What’s the next step for ROC’s evolving suite of tools?
TM: What we are trying to do for the future is to improve all our technologies and introduce new technologies. Vehicle positioning continues to be developed to improve accuracy. Next year, he also plans to double the size of ROC from four to eight people and double the connection bandwidth between Trucks and Geneva so more people can work remotely.
CB: The next step is computer vision. This includes shape analysis. There is a line that is the edge of the track, and the software calculates the number of pixels that cross that line.
TM: At the moment, we are “bringing” the situation by saying, “We need to do thousands of checks, but how do we do it?” Because it’s the most accurate solution. What we’re trying to do now is take ROC to the next level, which is to introduce AI software.
Again, as strange as it may sound, this AI-based methodology has a lot to do with current discussions in medicine and the use of computer vision to scan data for cancer screenings, for example. There are similarities. They concluded that they don’t want to use computer vision to diagnose cancer; they want to use computer vision to filter out 80% of cases where cancer clearly isn’t present, and with enough training.
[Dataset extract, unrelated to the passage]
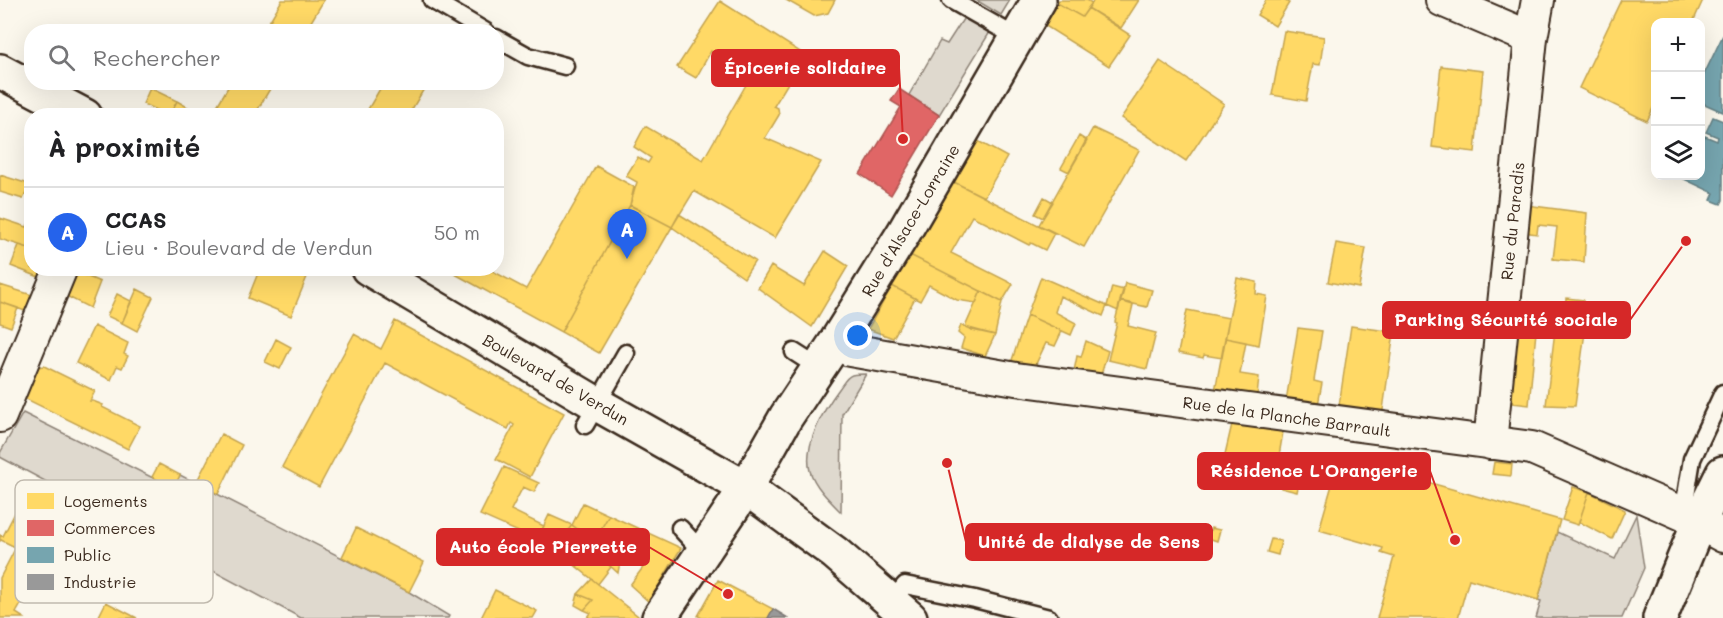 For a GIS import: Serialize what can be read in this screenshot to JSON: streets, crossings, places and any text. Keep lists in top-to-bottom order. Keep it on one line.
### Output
{"streets":{"main road":["Rue d'Alsace-Lorraine","Boulevard de Verdun"],"street":["Rue du Paradis","Rue de la Planche Barrault"]},"crossings":[["Rue d'Alsace-Lorraine","Boulevard de Verdun"],["Rue d'Alsace-Lorraine","Rue de la Planche Barrault"],["Rue du Paradis","Rue de la Planche Barrault"]],"places":["Épicerie solidaire","Parking Sécurité sociale","Unité de dialyse de Sens","Résidence L'Orangerie","Auto école Pierrette"],"legend":["Logements","Commerces","Public","Industrie"],"page":{"map_buttons":["+","−"],"search":"Rechercher","heading":"À proximité","list":[{"mark":"A","name":"CCAS","note":"Lieu · Boulevard de Verdun","value":"50 m"}],"pins":"A"}}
This means providing treatment to the doctor who received it. People spend more time paying attention to the 20%. And that’s what we’re aiming for.
So, as I said, 800 is now down to 140 and then down to 50. What we’re aiming for with AI is to take that 800 down to 50 and remove things that clearly don’t need human review. So we currently have two layers of checks, and we add an additional Computer Vision layer upstream. This should allow professional users of ROC to see a smaller number of potential breaches, further reducing the number of reports sent to Race Control and improving overall processing speed.
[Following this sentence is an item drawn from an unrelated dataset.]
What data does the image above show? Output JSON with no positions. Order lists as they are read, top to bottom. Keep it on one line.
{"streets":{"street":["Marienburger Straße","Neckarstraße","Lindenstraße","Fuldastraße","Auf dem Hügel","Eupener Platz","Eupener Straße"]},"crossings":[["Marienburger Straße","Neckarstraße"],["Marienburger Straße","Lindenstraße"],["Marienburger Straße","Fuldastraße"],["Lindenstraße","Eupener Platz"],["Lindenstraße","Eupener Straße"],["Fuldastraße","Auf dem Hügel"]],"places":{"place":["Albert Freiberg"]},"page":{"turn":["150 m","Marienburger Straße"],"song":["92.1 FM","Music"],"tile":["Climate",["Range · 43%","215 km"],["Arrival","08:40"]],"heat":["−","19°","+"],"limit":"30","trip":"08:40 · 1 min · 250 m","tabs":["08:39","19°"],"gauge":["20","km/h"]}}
CB: And that’s going to happen this weekend in Abu Dhabi, where we’re going to run computer vision in parallel. His SBG parent company, the company that provides his RaceWatch platform to the FIA, is called Catapult, the company that wears vests with small receivers on pro athletes and women in the NFL, football, etc. Examples from the NFL include: You can identify every player on the pitch, even in large groups. You can also use that technology for live feeds. It’s the same as the new tool, which allows you to draw a “line of interest.” And the AI learns as it goes.
This year has been a year of tremendous development and improvement. What are the key takeaways from 2023?
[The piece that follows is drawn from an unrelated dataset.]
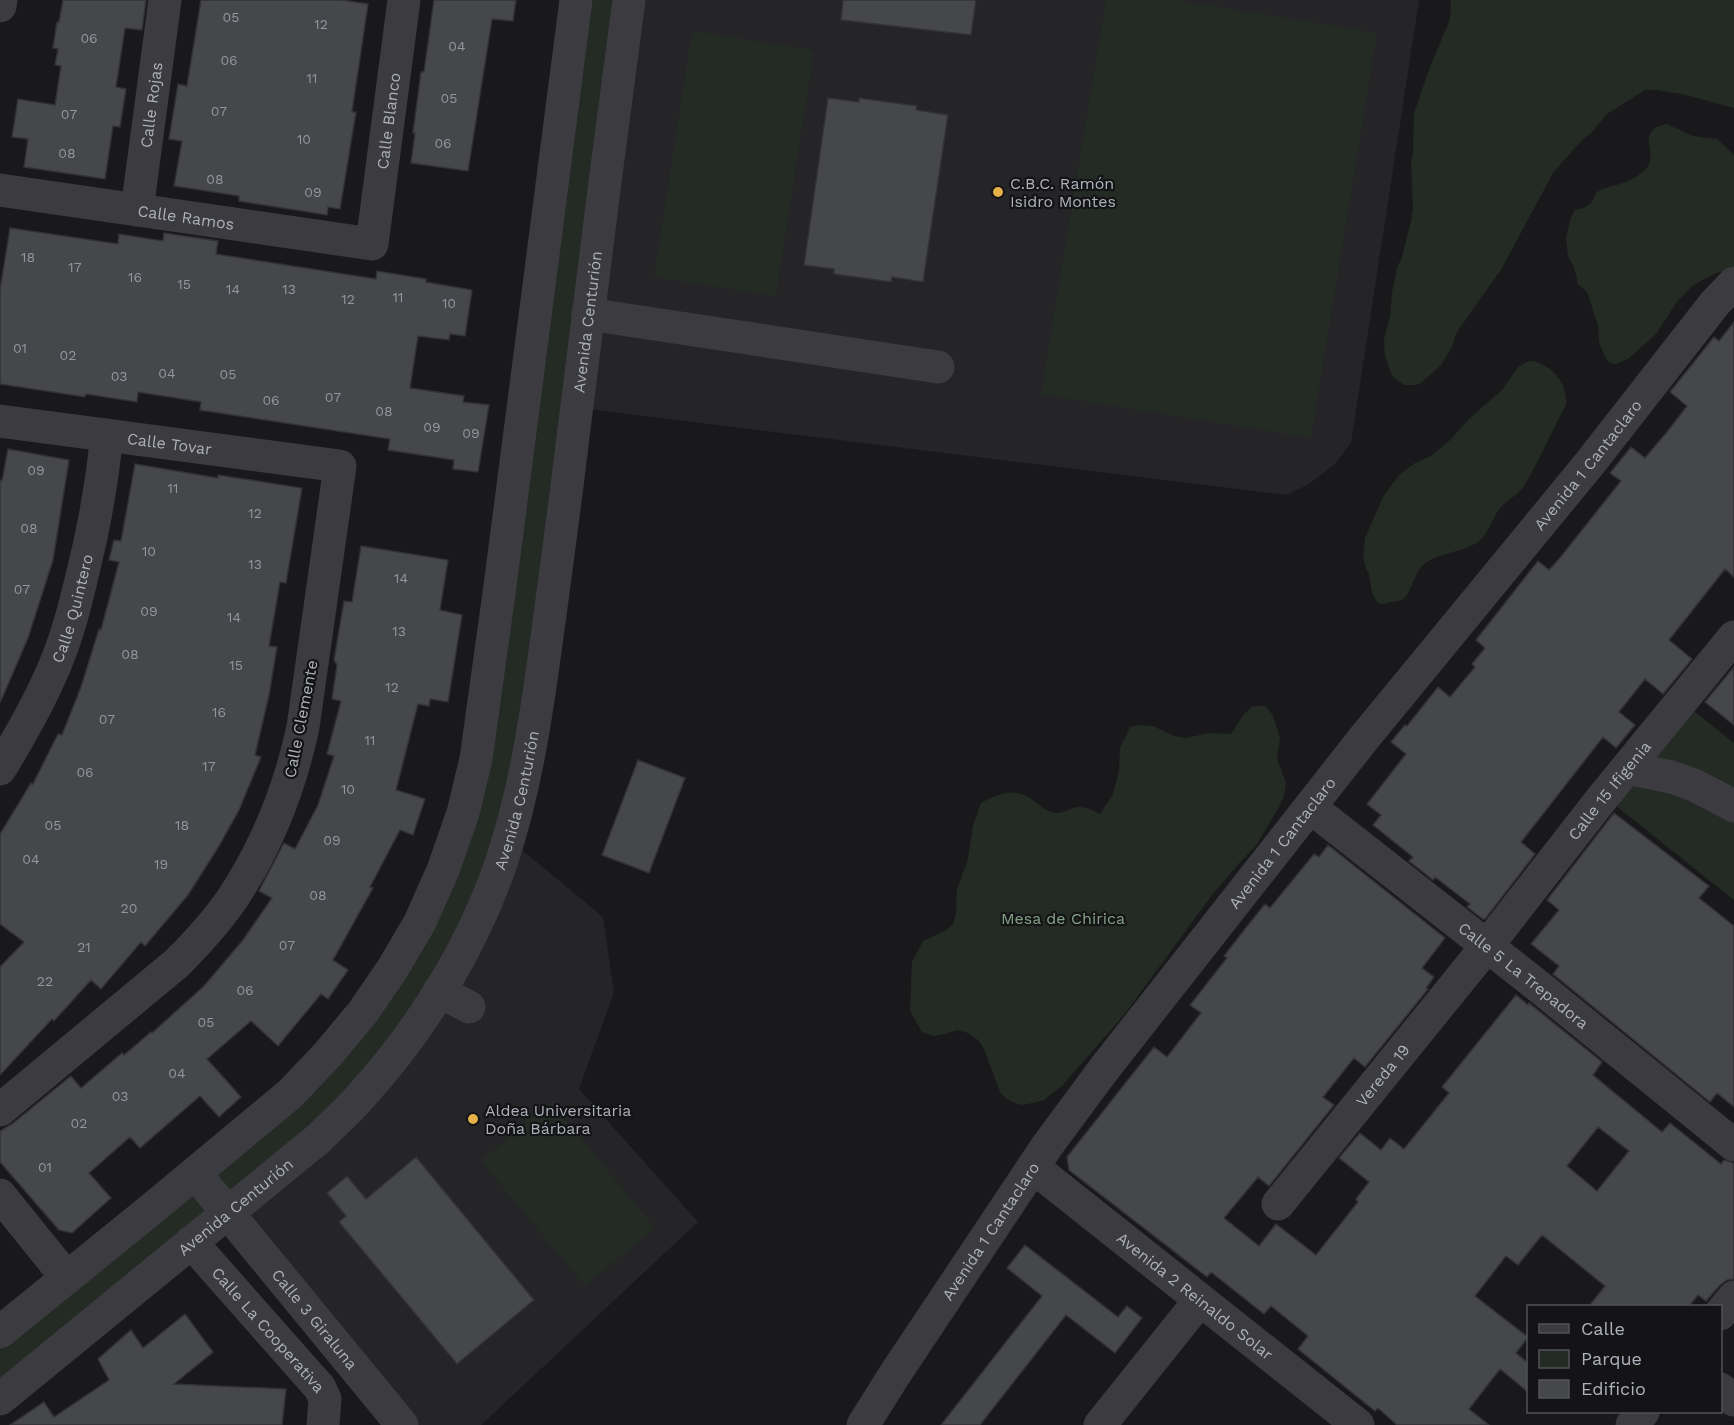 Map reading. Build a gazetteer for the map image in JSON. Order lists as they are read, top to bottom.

TM: I think the important thing is to use technology appropriately and make it work for you. That’s the big thing we accomplished this year. Second, communication is still king. And as we expand, it becomes even more important, and it’s not just in terms of processes and procedures, but relationships with people and how people interact with these new systems, interactions, and Race Control. It was also a learning process in that sense.
Fast forward to year three and our biggest imperative is to expand our facilities and continue to invest in our software. Because that’s how we make great progress. And the final point for me is to embrace new technology and continue to evolve.
I have said repeatedly that at this point in time, humanity is winning in certain areas. While this may be the case now, we feel that ultimately real-time automated police systems are the way forward.